[Dataset entries]
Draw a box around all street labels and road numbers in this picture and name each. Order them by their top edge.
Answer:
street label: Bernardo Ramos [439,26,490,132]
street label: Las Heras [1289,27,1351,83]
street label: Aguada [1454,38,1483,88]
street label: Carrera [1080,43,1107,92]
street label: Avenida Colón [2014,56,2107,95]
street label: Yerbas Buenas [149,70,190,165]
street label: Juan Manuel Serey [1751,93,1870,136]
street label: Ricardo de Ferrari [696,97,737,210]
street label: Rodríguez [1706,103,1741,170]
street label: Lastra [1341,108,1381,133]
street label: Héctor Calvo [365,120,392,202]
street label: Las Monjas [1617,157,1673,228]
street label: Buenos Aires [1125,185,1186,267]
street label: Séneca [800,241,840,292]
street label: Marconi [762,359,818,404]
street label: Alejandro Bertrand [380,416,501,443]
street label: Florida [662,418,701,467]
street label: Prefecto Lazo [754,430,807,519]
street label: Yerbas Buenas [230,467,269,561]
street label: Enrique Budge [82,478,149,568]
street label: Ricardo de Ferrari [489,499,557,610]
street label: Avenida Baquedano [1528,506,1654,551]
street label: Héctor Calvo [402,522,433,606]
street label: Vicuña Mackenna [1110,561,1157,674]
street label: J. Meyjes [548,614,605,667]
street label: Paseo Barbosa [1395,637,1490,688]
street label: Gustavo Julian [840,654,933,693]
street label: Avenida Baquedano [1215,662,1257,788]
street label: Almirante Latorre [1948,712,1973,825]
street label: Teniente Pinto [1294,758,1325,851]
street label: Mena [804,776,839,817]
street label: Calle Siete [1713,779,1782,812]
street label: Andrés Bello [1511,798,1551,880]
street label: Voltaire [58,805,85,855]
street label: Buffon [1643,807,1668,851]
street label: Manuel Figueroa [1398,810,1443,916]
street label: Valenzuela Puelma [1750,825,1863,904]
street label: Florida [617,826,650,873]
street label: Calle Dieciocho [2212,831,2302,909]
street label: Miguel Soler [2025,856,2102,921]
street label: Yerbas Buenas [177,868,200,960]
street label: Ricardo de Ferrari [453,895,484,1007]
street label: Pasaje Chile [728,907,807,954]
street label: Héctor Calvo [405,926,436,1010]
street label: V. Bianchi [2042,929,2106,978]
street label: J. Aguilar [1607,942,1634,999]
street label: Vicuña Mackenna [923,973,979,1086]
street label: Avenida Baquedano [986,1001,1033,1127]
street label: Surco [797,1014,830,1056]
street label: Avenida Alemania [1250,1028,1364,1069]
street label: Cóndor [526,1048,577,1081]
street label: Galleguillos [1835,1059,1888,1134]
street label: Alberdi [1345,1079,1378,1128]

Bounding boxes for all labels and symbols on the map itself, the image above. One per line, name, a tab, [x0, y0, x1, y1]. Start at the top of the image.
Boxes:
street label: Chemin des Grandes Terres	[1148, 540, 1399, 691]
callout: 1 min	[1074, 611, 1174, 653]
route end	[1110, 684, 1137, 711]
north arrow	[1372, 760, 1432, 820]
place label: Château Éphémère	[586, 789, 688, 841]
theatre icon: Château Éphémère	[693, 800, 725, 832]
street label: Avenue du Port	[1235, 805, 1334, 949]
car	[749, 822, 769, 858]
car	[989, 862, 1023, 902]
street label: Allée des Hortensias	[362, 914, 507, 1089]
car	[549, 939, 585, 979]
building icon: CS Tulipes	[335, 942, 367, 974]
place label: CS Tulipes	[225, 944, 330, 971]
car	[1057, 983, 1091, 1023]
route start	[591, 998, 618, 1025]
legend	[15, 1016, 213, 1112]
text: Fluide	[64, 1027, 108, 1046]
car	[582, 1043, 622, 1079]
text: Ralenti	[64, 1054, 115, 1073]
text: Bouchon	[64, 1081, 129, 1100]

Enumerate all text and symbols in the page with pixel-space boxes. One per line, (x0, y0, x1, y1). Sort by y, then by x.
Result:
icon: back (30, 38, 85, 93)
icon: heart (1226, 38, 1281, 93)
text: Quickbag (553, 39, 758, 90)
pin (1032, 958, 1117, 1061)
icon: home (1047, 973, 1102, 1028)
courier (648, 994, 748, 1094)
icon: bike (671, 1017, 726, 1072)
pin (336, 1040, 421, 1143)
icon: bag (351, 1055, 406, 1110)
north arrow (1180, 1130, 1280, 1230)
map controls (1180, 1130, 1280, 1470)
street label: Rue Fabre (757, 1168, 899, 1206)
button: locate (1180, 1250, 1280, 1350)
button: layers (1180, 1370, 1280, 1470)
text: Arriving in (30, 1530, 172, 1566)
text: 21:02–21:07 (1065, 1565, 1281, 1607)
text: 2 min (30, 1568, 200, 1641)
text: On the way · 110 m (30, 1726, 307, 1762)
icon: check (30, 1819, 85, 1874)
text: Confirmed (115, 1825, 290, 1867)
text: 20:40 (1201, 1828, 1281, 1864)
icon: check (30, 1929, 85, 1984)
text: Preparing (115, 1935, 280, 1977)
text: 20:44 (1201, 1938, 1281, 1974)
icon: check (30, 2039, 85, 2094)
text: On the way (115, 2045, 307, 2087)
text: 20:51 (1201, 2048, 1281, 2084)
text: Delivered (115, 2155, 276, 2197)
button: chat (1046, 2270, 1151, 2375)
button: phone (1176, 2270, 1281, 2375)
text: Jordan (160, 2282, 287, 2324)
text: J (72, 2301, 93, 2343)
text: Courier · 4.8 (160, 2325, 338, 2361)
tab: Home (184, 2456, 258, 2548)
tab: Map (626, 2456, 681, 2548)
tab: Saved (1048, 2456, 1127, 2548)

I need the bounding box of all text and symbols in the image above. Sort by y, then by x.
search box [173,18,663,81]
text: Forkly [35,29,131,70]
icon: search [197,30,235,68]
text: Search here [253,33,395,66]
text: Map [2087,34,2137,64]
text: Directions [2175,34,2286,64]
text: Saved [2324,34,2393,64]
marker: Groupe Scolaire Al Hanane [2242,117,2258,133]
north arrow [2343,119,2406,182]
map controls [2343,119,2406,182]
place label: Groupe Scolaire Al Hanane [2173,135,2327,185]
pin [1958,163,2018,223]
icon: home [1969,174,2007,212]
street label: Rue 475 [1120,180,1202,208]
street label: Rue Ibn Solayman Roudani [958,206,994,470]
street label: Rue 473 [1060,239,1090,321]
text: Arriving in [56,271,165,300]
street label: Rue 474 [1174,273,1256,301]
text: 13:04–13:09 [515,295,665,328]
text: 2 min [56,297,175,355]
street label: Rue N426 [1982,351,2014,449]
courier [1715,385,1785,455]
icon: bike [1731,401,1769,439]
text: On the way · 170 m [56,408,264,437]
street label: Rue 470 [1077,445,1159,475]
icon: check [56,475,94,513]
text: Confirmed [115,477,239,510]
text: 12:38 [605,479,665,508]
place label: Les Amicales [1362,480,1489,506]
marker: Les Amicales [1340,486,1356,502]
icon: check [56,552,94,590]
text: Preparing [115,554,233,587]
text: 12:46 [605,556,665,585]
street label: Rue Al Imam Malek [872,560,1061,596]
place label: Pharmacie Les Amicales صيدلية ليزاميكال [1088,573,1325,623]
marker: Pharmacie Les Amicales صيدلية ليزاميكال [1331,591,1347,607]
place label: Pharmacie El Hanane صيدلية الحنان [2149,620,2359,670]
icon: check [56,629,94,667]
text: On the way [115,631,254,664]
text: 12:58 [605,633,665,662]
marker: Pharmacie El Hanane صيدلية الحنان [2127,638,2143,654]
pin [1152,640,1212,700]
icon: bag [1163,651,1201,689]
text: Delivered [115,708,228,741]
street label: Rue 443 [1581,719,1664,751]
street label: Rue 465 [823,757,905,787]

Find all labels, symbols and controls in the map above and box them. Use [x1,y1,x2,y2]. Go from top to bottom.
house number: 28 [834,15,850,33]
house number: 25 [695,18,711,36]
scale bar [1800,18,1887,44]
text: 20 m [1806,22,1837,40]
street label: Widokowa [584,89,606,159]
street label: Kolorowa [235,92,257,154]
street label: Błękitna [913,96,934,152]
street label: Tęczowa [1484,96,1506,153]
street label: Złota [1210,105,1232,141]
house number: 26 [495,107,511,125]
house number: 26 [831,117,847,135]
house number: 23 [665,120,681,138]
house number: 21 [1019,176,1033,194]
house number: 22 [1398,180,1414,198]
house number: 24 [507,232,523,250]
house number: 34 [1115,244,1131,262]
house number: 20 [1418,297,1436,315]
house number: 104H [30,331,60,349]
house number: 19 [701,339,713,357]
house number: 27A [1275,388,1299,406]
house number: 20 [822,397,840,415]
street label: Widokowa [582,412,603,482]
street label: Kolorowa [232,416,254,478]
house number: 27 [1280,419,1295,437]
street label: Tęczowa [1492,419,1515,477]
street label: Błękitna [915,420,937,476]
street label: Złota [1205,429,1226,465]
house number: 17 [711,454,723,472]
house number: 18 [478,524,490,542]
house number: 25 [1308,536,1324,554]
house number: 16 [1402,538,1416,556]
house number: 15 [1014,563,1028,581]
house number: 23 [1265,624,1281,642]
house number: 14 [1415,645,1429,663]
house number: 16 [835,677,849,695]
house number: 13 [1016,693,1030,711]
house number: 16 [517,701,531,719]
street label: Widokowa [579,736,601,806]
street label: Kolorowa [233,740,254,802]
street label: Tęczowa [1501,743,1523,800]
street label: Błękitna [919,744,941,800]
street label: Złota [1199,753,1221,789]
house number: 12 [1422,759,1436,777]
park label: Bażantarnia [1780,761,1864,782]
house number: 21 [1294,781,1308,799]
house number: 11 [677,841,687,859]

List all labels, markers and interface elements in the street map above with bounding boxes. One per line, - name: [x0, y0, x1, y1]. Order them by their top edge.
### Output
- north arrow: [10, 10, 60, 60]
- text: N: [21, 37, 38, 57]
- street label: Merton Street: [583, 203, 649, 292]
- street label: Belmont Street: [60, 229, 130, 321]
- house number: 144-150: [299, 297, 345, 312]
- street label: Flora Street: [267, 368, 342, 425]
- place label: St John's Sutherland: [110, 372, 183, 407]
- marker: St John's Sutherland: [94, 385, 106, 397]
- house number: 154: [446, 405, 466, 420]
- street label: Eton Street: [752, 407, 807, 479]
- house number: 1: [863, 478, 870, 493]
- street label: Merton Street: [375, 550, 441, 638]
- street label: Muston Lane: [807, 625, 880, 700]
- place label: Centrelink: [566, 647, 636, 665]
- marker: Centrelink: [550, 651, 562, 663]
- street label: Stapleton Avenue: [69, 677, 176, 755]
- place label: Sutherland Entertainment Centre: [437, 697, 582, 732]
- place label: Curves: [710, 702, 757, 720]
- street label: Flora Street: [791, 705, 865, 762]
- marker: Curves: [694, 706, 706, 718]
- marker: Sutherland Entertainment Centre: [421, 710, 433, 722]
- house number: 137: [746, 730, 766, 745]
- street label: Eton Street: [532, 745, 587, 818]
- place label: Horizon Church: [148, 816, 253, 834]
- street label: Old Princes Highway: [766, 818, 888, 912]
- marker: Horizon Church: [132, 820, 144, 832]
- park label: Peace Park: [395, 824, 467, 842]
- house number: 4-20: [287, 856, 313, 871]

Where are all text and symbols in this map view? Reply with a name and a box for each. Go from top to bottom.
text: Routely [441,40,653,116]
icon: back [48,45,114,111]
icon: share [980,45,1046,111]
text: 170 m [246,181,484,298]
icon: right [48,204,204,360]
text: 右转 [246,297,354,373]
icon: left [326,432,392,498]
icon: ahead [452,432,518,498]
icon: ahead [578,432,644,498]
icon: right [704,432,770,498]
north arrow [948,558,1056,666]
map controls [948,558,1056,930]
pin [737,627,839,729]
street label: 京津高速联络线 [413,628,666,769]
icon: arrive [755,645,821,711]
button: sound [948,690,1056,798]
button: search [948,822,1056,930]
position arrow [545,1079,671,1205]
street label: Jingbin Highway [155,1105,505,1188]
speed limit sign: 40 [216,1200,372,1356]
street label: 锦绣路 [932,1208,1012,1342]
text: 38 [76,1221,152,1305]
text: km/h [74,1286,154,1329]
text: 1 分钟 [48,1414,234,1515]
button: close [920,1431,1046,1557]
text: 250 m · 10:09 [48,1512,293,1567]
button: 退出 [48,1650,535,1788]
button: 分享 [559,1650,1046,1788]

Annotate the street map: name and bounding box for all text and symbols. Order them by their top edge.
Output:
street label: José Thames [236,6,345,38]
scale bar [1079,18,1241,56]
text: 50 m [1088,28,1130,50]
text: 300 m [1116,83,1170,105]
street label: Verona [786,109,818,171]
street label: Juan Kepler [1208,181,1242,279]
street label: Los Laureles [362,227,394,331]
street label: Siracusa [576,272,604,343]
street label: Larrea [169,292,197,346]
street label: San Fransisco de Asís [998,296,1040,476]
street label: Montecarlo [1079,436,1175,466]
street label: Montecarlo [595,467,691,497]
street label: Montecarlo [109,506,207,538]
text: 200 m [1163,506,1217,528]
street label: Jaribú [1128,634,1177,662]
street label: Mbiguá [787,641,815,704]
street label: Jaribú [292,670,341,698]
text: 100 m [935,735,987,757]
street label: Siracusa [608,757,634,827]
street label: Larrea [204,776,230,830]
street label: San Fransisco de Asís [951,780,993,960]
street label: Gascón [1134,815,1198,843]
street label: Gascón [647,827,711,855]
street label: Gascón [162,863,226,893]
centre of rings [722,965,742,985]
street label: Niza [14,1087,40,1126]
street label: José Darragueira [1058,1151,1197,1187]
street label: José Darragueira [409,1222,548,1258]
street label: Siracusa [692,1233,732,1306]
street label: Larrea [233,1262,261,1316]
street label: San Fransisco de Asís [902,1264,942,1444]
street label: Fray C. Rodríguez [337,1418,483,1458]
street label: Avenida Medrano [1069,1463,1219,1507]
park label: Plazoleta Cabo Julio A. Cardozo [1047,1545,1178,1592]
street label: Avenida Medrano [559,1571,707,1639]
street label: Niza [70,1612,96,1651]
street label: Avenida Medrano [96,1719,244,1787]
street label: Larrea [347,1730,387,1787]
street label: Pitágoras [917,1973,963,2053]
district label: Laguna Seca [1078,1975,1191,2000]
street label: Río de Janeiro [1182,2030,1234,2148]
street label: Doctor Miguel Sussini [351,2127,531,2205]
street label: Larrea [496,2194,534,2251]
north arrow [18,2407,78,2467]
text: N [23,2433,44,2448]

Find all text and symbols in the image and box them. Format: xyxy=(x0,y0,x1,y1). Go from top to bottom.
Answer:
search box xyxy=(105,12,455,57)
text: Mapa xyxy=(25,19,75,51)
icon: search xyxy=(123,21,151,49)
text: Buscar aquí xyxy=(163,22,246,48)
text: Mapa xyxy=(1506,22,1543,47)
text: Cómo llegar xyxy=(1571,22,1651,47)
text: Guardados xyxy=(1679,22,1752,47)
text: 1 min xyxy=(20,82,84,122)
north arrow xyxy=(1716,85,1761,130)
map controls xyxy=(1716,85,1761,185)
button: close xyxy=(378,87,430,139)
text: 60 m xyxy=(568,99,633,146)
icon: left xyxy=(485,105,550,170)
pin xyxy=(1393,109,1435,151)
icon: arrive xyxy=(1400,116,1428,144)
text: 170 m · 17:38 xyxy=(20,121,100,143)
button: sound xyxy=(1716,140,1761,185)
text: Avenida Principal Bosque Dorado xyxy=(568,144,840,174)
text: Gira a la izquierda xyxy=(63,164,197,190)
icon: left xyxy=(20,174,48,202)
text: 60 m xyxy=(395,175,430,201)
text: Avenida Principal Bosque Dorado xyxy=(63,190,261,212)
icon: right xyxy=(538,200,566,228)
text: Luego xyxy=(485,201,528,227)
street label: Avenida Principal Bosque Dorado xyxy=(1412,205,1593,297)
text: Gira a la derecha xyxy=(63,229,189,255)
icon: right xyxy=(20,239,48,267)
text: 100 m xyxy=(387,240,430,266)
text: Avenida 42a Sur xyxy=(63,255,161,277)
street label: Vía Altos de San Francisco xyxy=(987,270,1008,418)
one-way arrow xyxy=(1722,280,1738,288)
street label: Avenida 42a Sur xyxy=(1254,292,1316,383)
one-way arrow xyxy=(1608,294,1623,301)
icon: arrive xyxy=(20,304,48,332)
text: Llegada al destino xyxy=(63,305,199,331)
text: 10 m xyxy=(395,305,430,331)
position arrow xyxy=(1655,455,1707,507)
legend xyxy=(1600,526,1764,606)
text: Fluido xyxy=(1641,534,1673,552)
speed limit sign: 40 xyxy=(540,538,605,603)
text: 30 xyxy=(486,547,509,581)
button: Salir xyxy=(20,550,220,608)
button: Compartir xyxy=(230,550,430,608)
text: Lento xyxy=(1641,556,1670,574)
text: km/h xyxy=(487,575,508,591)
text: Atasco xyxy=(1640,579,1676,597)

# PROBLEM DESCRIPTION
Please go through the data above and copy each line that has the word "speed".

# RESPONSE TO THIS EXERCISE
speed limit sign: 40 [216,1200,372,1356]
speed limit sign: 40 xyxy=(540,538,605,603)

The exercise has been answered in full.